• **EXERCISE INSTRUCTIONS**: Look through the listing below and write out exactly the lines from the line with "Extract the structured" to the line with "Parse the map: labels, road", both included, and no others.
··· DATA FOR ANALYSIS ···
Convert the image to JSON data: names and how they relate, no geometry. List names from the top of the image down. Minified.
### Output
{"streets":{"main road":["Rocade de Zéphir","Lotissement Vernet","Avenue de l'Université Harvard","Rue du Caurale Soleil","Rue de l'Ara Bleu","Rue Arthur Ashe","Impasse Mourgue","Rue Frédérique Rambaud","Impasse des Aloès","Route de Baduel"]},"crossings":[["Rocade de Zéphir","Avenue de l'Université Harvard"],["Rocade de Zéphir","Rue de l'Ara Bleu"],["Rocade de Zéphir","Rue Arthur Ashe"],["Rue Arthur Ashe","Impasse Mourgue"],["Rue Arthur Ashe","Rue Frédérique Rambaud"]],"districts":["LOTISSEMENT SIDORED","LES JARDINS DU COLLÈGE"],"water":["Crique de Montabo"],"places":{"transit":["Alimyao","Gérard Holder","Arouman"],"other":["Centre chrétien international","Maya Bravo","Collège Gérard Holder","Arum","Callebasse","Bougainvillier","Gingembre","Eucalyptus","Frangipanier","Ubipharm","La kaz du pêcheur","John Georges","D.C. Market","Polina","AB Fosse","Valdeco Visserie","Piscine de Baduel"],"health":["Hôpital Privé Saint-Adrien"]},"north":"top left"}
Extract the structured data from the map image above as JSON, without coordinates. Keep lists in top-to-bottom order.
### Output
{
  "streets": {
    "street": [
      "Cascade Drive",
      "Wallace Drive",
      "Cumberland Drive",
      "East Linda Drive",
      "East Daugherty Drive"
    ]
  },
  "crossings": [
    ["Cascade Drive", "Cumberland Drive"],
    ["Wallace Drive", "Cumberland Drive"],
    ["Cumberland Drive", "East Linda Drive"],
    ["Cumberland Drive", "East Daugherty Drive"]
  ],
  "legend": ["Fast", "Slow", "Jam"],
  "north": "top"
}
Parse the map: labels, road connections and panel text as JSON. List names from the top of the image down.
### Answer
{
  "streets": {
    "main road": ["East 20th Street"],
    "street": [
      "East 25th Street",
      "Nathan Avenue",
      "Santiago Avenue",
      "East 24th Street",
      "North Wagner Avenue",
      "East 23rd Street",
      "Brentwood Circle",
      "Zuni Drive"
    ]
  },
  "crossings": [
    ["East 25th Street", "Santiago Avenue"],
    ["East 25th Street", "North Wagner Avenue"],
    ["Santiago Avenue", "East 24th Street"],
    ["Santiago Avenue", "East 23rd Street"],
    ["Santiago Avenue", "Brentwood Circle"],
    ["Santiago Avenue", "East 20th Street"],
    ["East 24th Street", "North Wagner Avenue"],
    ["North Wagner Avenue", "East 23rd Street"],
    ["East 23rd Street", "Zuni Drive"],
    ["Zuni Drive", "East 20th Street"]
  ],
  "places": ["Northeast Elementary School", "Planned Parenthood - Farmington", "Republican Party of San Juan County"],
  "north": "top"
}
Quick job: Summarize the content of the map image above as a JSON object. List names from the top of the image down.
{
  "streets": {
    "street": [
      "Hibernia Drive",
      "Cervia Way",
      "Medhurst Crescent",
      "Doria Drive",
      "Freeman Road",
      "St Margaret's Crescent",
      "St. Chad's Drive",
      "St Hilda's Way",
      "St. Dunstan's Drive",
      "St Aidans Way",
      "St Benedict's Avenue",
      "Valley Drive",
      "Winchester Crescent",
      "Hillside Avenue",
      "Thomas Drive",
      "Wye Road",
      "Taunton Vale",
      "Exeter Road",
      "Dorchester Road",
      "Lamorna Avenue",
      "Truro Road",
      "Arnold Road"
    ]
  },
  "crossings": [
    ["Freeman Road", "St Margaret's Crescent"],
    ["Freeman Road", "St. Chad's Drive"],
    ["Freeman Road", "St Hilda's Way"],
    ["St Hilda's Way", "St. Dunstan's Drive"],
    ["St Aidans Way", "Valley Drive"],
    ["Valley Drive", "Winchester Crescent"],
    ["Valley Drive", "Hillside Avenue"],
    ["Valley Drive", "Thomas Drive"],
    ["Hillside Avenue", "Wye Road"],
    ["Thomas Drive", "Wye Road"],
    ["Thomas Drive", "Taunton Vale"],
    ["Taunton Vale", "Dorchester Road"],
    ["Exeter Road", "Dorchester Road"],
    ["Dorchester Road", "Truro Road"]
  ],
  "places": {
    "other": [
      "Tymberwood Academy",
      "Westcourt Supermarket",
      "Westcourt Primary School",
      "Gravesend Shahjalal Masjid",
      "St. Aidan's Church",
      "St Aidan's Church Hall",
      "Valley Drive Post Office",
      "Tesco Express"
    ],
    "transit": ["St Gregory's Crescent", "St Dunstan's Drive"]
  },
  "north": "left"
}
···
• **EXERCISE RESPONSE**:
Extract the structured data from the map image above as JSON, without coordinates. Keep lists in top-to-bottom order.
### Output
{
  "streets": {
    "street": [
      "Cascade Drive",
      "Wallace Drive",
      "Cumberland Drive",
      "East Linda Drive",
      "East Daugherty Drive"
    ]
  },
  "crossings": [
    ["Cascade Drive", "Cumberland Drive"],
    ["Wallace Drive", "Cumberland Drive"],
    ["Cumberland Drive", "East Linda Drive"],
    ["Cumberland Drive", "East Daugherty Drive"]
  ],
  "legend": ["Fast", "Slow", "Jam"],
  "north": "top"
}
Parse the map: labels, road connections and panel text as JSON. List names from the top of the image down.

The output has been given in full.